Moritz B picture Moritz B · Dec 12, 2016 · Viewed 12.9k times · Source

I'd like to ask for help with the predict function. I want to get a fitting line to my data analog to abline(). For a different system I used this approach before.

mod1<-glm(data$Lengthmm ~ data$qbH.yr.med, family=quasipoisson,
    subset = data$Age==1)

xv <- seq(min(data$qbH.yr.med), max(data$qbH.yr.med), 
    length.out = length(data$Lengthmm))                #    poisson regression

yv <- predict(mod1 ~ data$qbH.yr.med, family=quasipoisson, list(x = xv))

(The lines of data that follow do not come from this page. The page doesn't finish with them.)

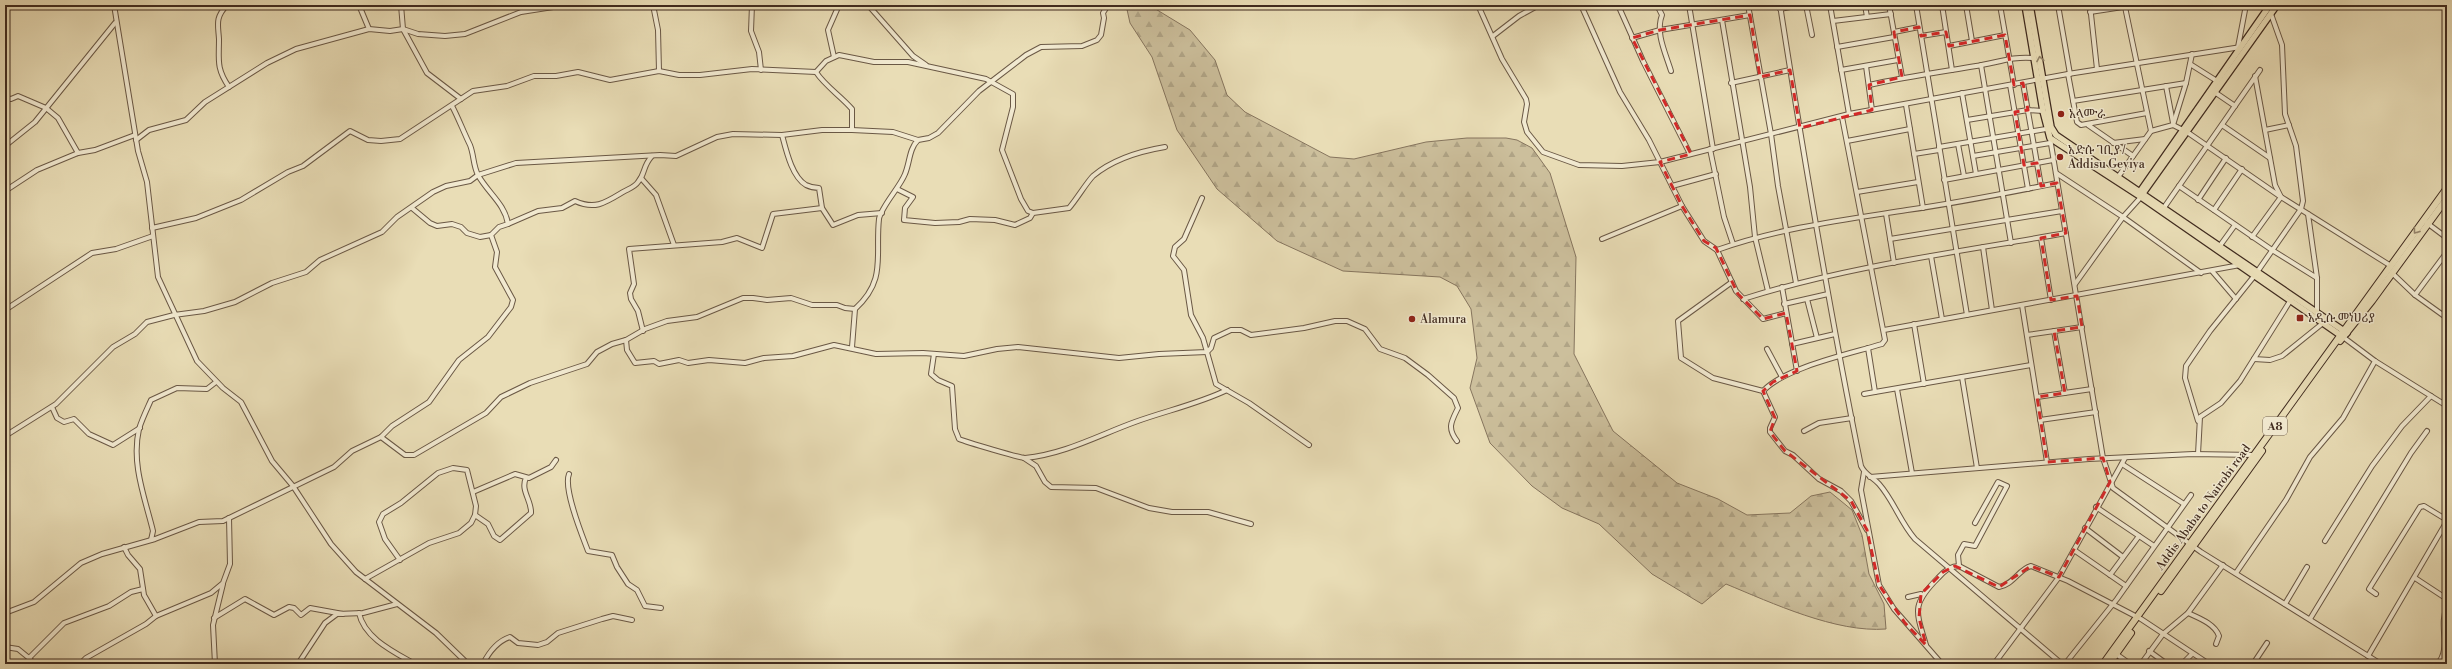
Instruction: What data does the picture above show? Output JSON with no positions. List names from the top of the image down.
{
  "streets": {
    "highway": ["A8", "Addis Ababa to Nairobi road"]
  },
  "places": {
    "other": ["አላሙራ", "አድሱ ገቢያ / Addisu Geyiya", "Alamura"],
    "transit": ["አዲሱ መነሀሪያ"]
  }
}
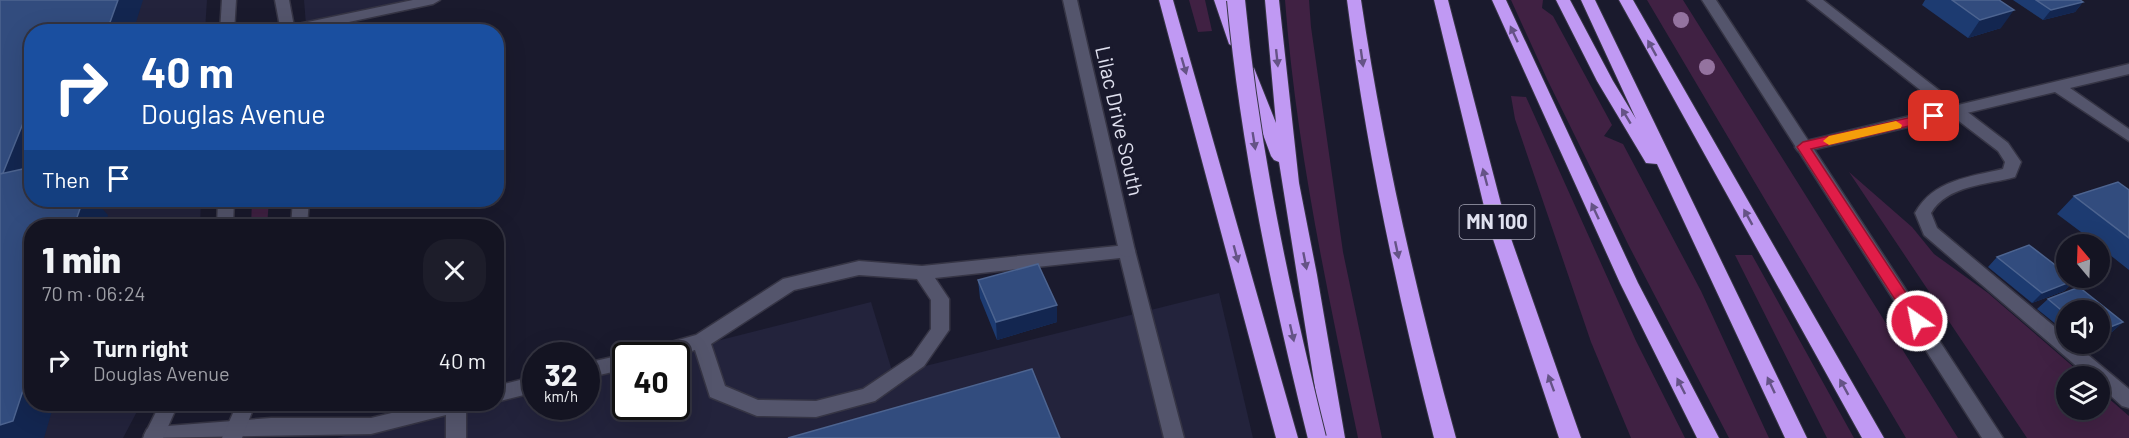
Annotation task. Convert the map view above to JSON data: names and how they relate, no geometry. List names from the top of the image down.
{
  "streets": {
    "highway": ["MN 100"],
    "street": ["Lilac Drive South"]
  },
  "north": "top",
  "page": {
    "turn": ["40 m", "Douglas Avenue"],
    "then": "Then",
    "heading": ["1 min", "70 m · 06:24"],
    "list": [
      {
        "name": "Turn right",
        "note": "Douglas Avenue",
        "value": "40 m"
      }
    ],
    "speed": "32 km/h",
    "limit": "40"
  }
}
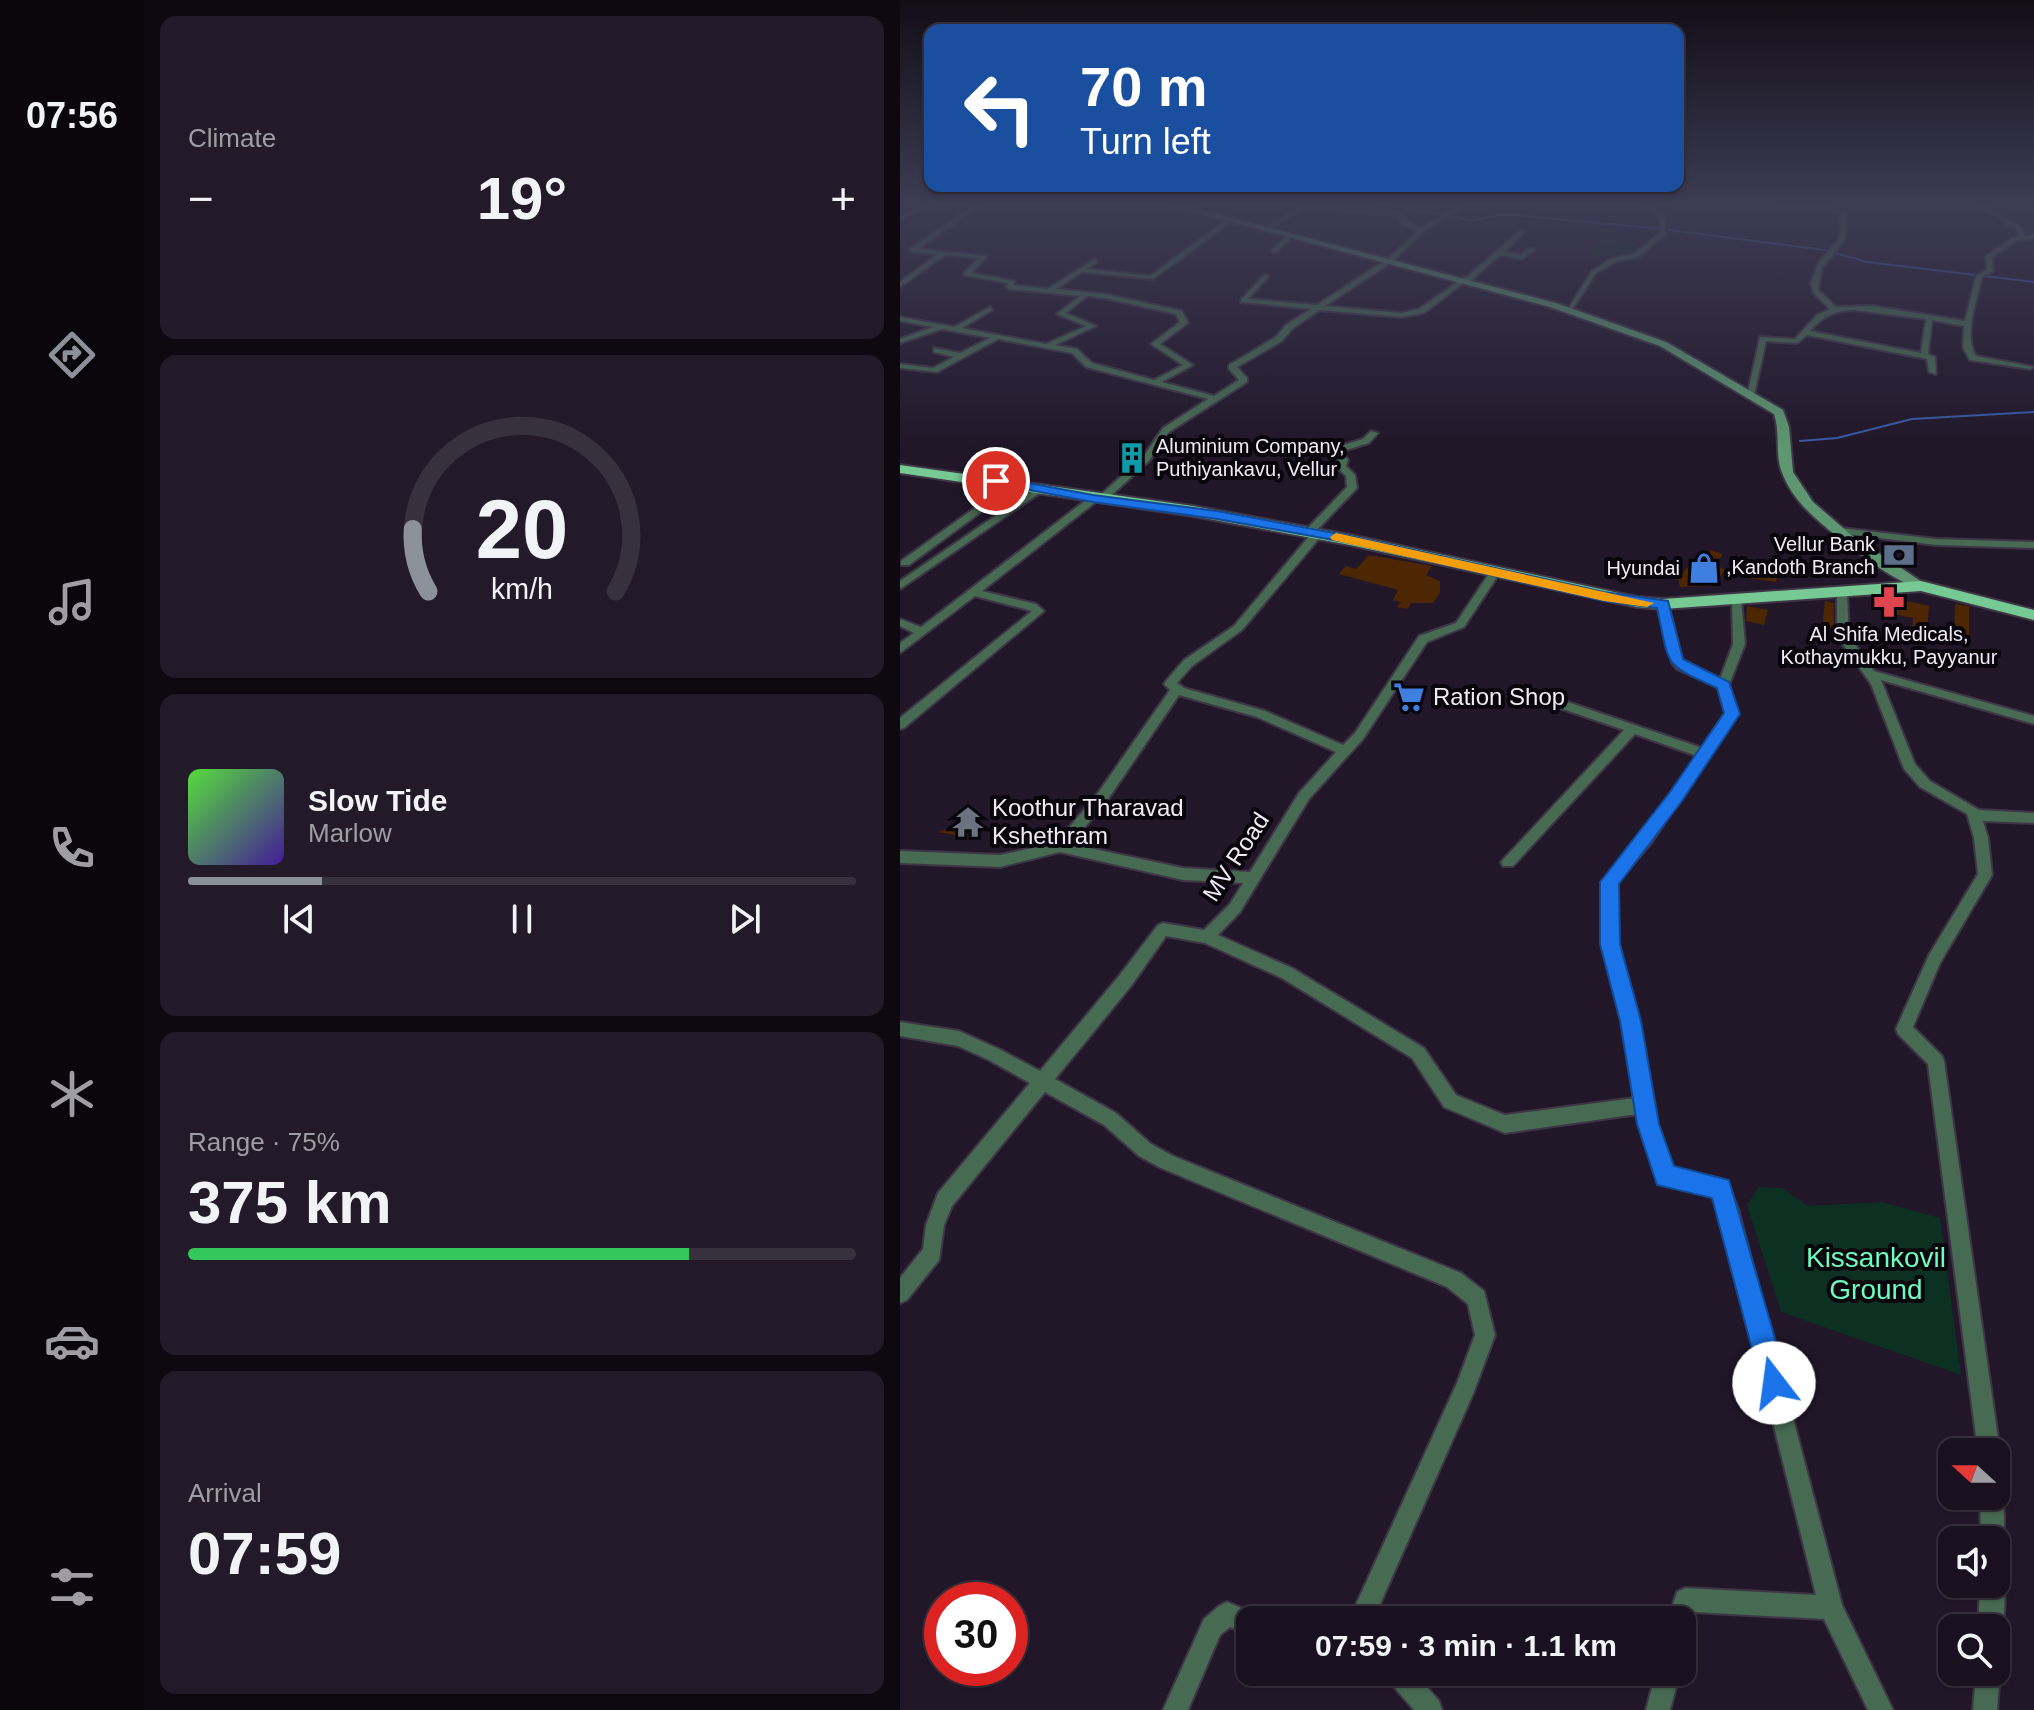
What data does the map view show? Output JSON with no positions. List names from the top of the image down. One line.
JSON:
{"streets":{"street":["MV Road"]},"parks":["Kissankovil Ground"],"places":{"building":["Aluminium Company, Puthiyankavu, Vellur"],"bank":["Vellur Bank ,Kandoth Branch"],"shop":["Hyundai"],"pharmacy":["Al Shifa Medicals, Kothaymukku, Payyanur"],"supermarket":["Ration Shop"],"temple":["Koothur Tharavad Kshethram"]},"north":"left","page":{"tabs":"07:56","tile":["Climate",["Range · 75%","375 km"],["Arrival","07:59"]],"turn":["70 m","Turn left"],"heat":["−","19°","+"],"song":["Slow Tide","Marlow"],"limit":"30","trip":"07:59 · 3 min · 1.1 km","gauge":["20","km/h"]}}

Error in UseMethod("predict") : no applicable method for 'predict' applied to an object of class "formula"

typeof(mod1)
# [1] "list"
typeof(xv)
# [1] "double"
class(mod1)
# [1] "glm" "lm" 
class(xv)
# [1] "numeric"

I have no idea why it asks for the "formula" as non of my factors are of this class... I would by happy about help, or ideas for this error.

Answer

Ben Bolker picture Ben Bolker · Dec 12, 2016

As others have commented, it's hard to see how this could ever have worked in the past. There are a few points here:

  • it's best practice to supply a data argument and use only the names of the variables (i.e. Lengthhmm, not data$Lengthmm), especially if you want predict() and other post-fitting machinery to work
  • for predict you should supply the fitted model and (optionally) a newdata argument that matches the original data frame
  • it's a good idea not to call your data data (this masks a built-in R function, although it doesn't usually cause trouble)

Making up a reproducible example:

set.seed(101)
dd <- data.frame(Lengthmm=1:10,qbH.yr.med=rpois(10,1),
                 Age=rep(1,10))

Fitting:

mod1 <- glm(Lengthmm ~ qbH.yr.med, family=quasipoisson,
            data=dd,
            subset = (Age==1))
xv <- with(dd,
         data.frame(qbH.yr.med=seq(min(qbH.yr.med), max(qbH.yr.med), 
                        length.out = length(Lengthmm))))
yv <- predict(mod1, newdata=xv)

By the way, it seems a bit fishy to use family=quasipoisson for a response called Lengthmm - I would generally think that lengths would be continuous, and hence more likely to be Normal or log-Normal (or some other transformation of Normal) rather than Poisson-distributed or distributed with a variance proportional to their mean (i.e. "quasi-Poisson" ...)